In both cases, the user must supply the corresponding data to compare the results with. This data must be situated inside a directory called Object_Data, the name is left to the user, but must be edited in the variable called Object_data_file. The variable Object is not used by the wrappers except for setting the corresponding resulting directories, so the user is encouraged to give it a meaningful value.

The object data file is required to have two variables:

  • z: The redshift of the object
  • data: A 3D array with the following entries:
    • Energy of the observations, in [eV]
    • Flux of the observations, in [erg/cm2/s]
    • Error in the flux of the observations, in [erg/cm2/s]

Finally, the user is required to choose and set the variables:

  • volume: Either shell or sphere
  • model: Either steady_state or injection

A compiled version of Katu must be located in the same folder as the wrapper and must be able to receive a configuration file as first argument, and must print to stdout the energy and the population of photons. The example_wrapper executable should be readily available for the user to use if they want a basic version of Katu.

Usage - Running

After having prepared the wrapper and the corresponding utils file and having an appropiate Katu executable, the simulations can be run simply by launching the wrappers:

python3 multinest_wrapper.py

or

python3 emcee_wrapper.py

Usage - Output

The output of both wrappers is very different and is defined mostly by how the wrappers handle the simulation process.

In the case of multinest, all the data handling is done by multinest itself and it will be stored at <Object>_results/multinest_<volume>_<model>/ where Object, volume and model are the variables that are set at the Preparation step. The user is encouraged to check the output files in the documentation of multinest to understand its contents. Alternatively, I have provided my own set of notes about multinest's output in doc/multinest_notes.txt, which the user can check.

Additionally, multinest will print to the terminal some status lines so that the user can check that it still is working.

In the case of emcee, all the data handling is done by the wrapper, which means that we have a much better control over what happens. Its output will be located at <Object>_results/emcee_<volume>_<model>/ where Object, volume and model are the variables that are set at the Preparation step. The output will consist of a corner plot and a data dump for every update step. Additionally, every update steps will print to the terminal the median and 16, 84 percentiles and best point found so far, along with its log likelihood.

The update steps come in three versions. First the wrapper works one MCMC step at a time. This allows the user to quickly check if the simulation is working the way it is expected to with regards to the behaviour of the log likelihood. It can also be used to quickly find a good starting point to feed back to the wrapper.

Second, the wrapper does 20 steps of ten MCMC steps where it checks if any of the walkers is stuck at a log likelihood that is 25 times worse than the best and in that case it relaunches it. This is done to avoid cases where one walker might be stuck in a local minima with very low probability of getting out.

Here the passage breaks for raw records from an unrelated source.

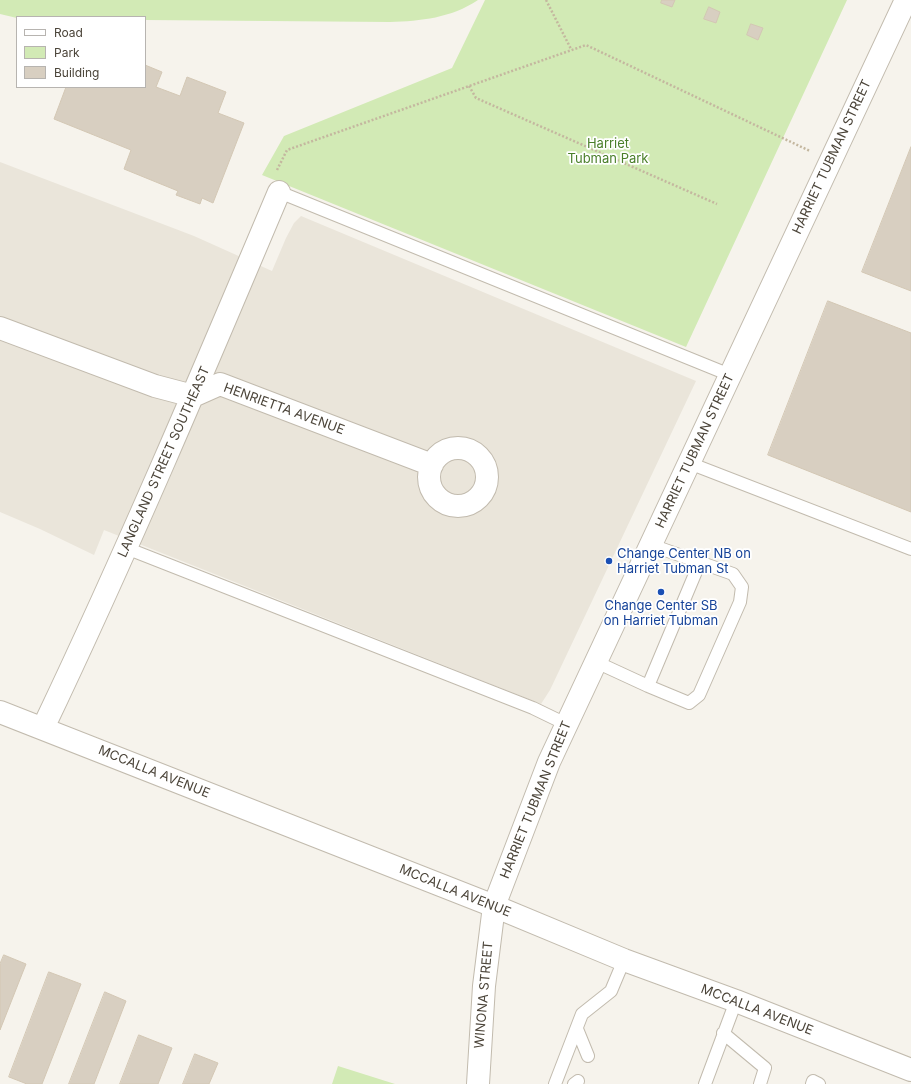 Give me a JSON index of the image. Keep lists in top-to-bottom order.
{
  "streets": {
    "street": [
      "HARRIET TUBMAN STREET",
      "HENRIETTA AVENUE",
      "LANGLAND STREET SOUTHEAST",
      "MCCALLA AVENUE",
      "WINONA STREET"
    ]
  },
  "crossings": [
    ["HARRIET TUBMAN STREET", "MCCALLA AVENUE"],
    ["HARRIET TUBMAN STREET", "WINONA STREET"],
    ["HENRIETTA AVENUE", "LANGLAND STREET SOUTHEAST"],
    ["LANGLAND STREET SOUTHEAST", "MCCALLA AVENUE"],
    ["MCCALLA AVENUE", "WINONA STREET"]
  ],
  "parks": ["Harriet Tubman Park"],
  "places": ["Change Center NB on Harriet Tubman St", "Change Center SB on Harriet Tubman"],
  "legend": ["Road", "Park", "Building"]
} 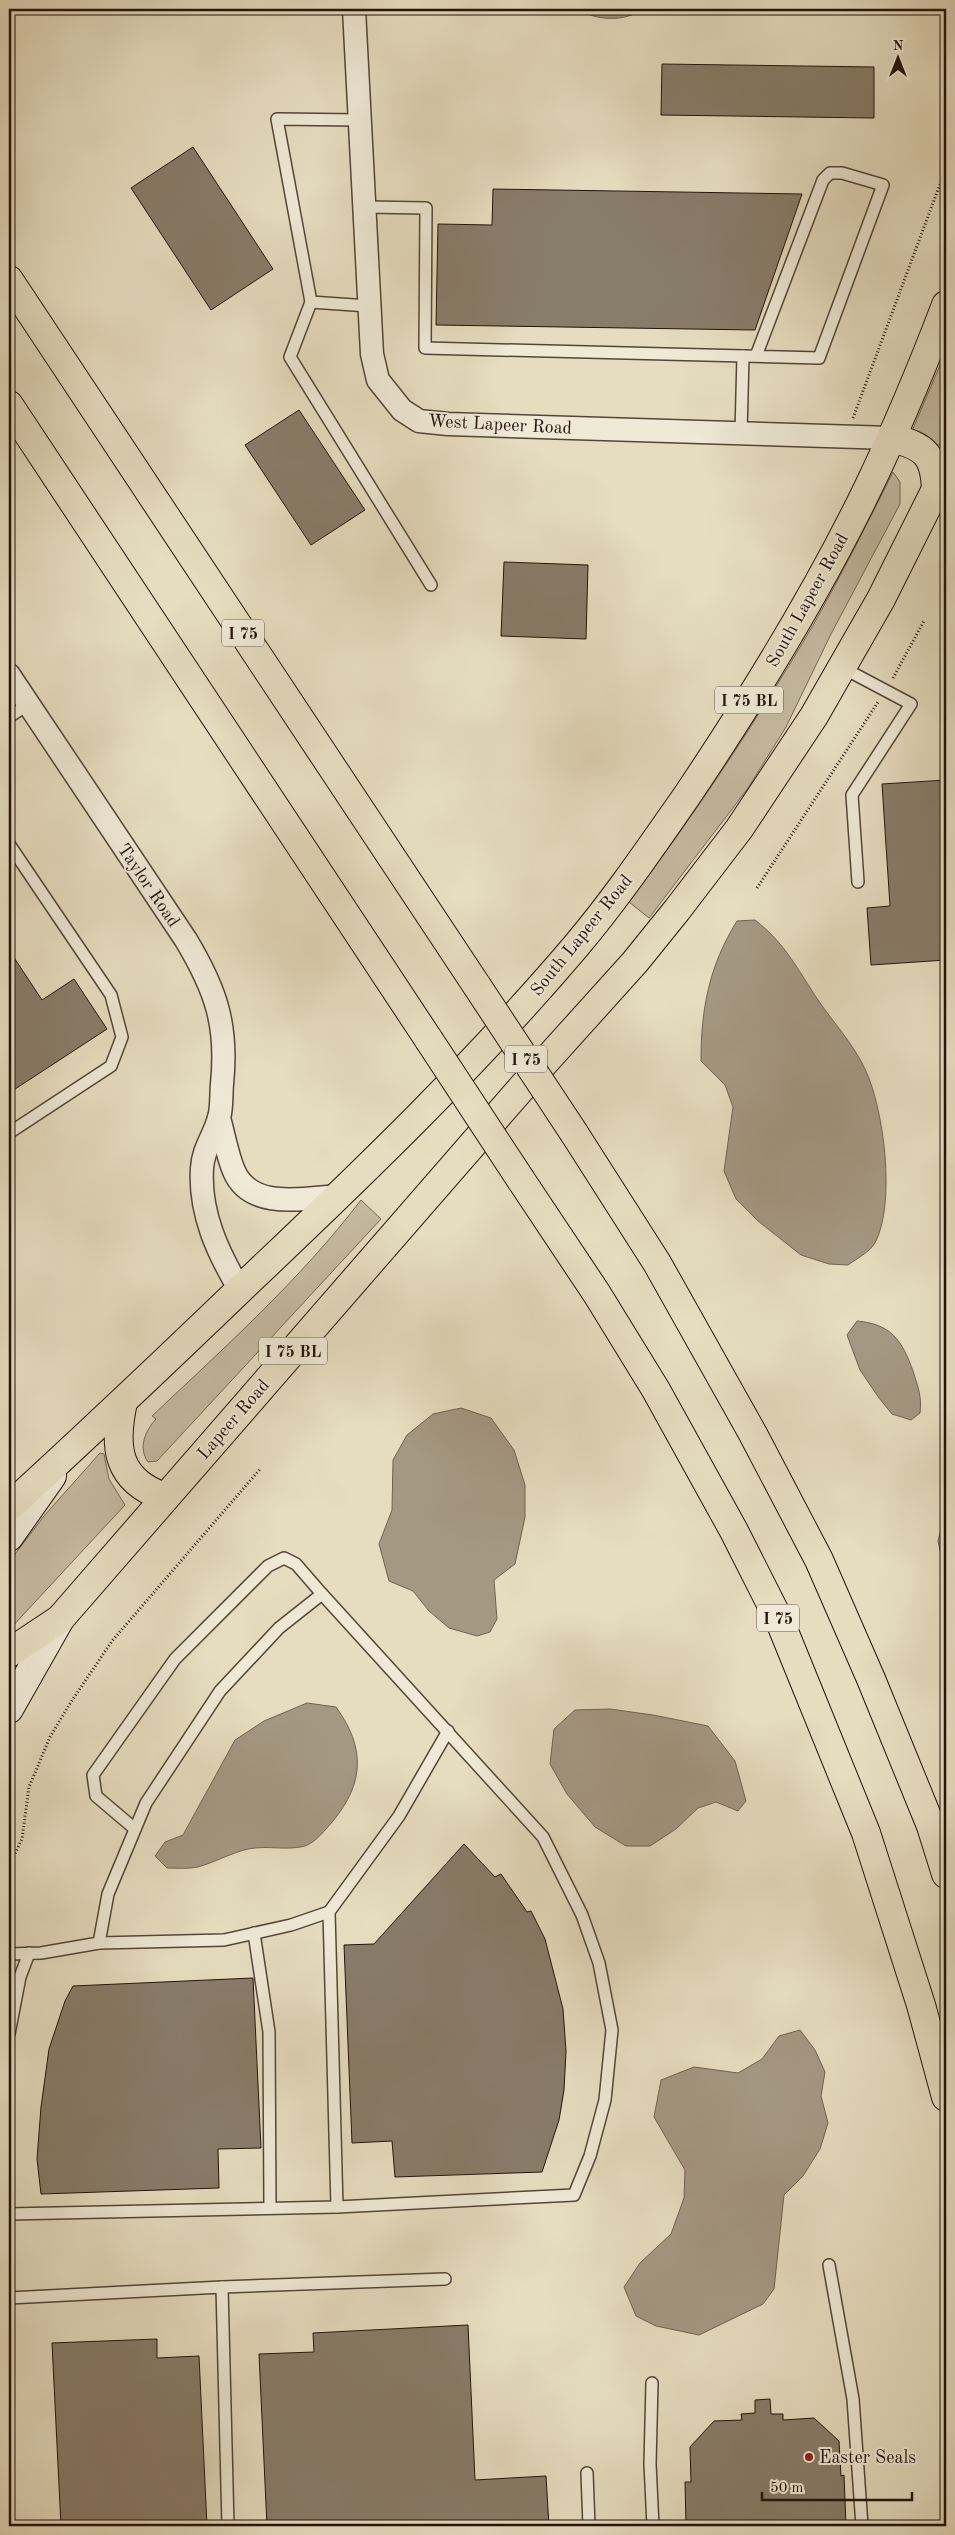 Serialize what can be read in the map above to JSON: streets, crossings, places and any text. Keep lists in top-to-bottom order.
{
  "streets": {
    "main road": [
      "South Lapeer Road",
      "I 75",
      "I 75 BL",
      "Lapeer Road"
    ],
    "street": ["West Lapeer Road", "Taylor Road"]
  },
  "crossings": [
    ["West Lapeer Road", "South Lapeer Road"],
    ["South Lapeer Road", "I 75 BL"],
    ["South Lapeer Road", "Taylor Road"],
    ["I 75 BL", "Taylor Road"],
    ["I 75 BL", "Lapeer Road"]
  ],
  "places": ["Easter Seals"],
  "scale_bar": "50 m",
  "north": "top"
} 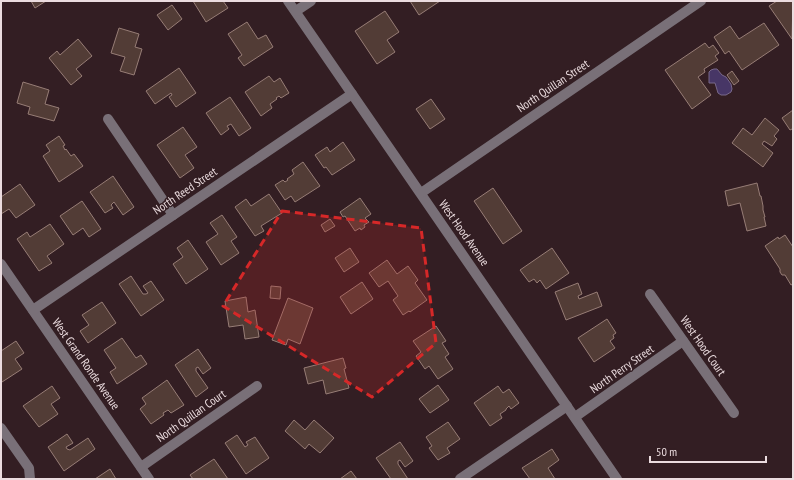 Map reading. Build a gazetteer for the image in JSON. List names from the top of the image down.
{
  "streets": {
    "street": [
      "North Quillan Street",
      "North Reed Street",
      "West Hood Avenue",
      "West Hood Court",
      "West Grand Ronde Avenue",
      "North Perry Street",
      "North Quillan Court"
    ]
  },
  "crossings": [
    ["North Quillan Street", "West Hood Avenue"],
    ["North Reed Street", "West Hood Avenue"],
    ["North Reed Street", "West Grand Ronde Avenue"],
    ["West Hood Avenue", "North Perry Street"],
    ["West Hood Court", "North Perry Street"],
    ["West Grand Ronde Avenue", "North Quillan Court"]
  ],
  "scale_bar": "50 m"
}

Third, the wrapper does steps of 20 MCMC steps until the end.

Usage - Ending

Both wrappers can be stopped at any point, and additionally, the multinest allows relaunching as the underlying library handles it. Unfortunatelly, emcee does not support relaunching and the user would need to code that in themselves.

If the user does not stop manually the wrappers, both would continue until their termination criteria is met. In the case of multinest, this is handled by the library and is set to the moment where additional steps would only improve the log evidence by 0.5. emcee relies on the constantness of the final distribution of the walkers finishes if the median and 16, 84 percentiles of the last two blocks of 50 updates have not changed.

Usage - Analysis

Along with both wrappers, we also provide two small utilities that should aid in the analysis of the final data. In both cases, the variables Object, volume and model have to be edited to be the same as the wrapper that produced the data. Additionally, the utils file that was used should be moved inside the data directory and renamed metadata.py so that the analyzer can access the utilities that were used when creating the data.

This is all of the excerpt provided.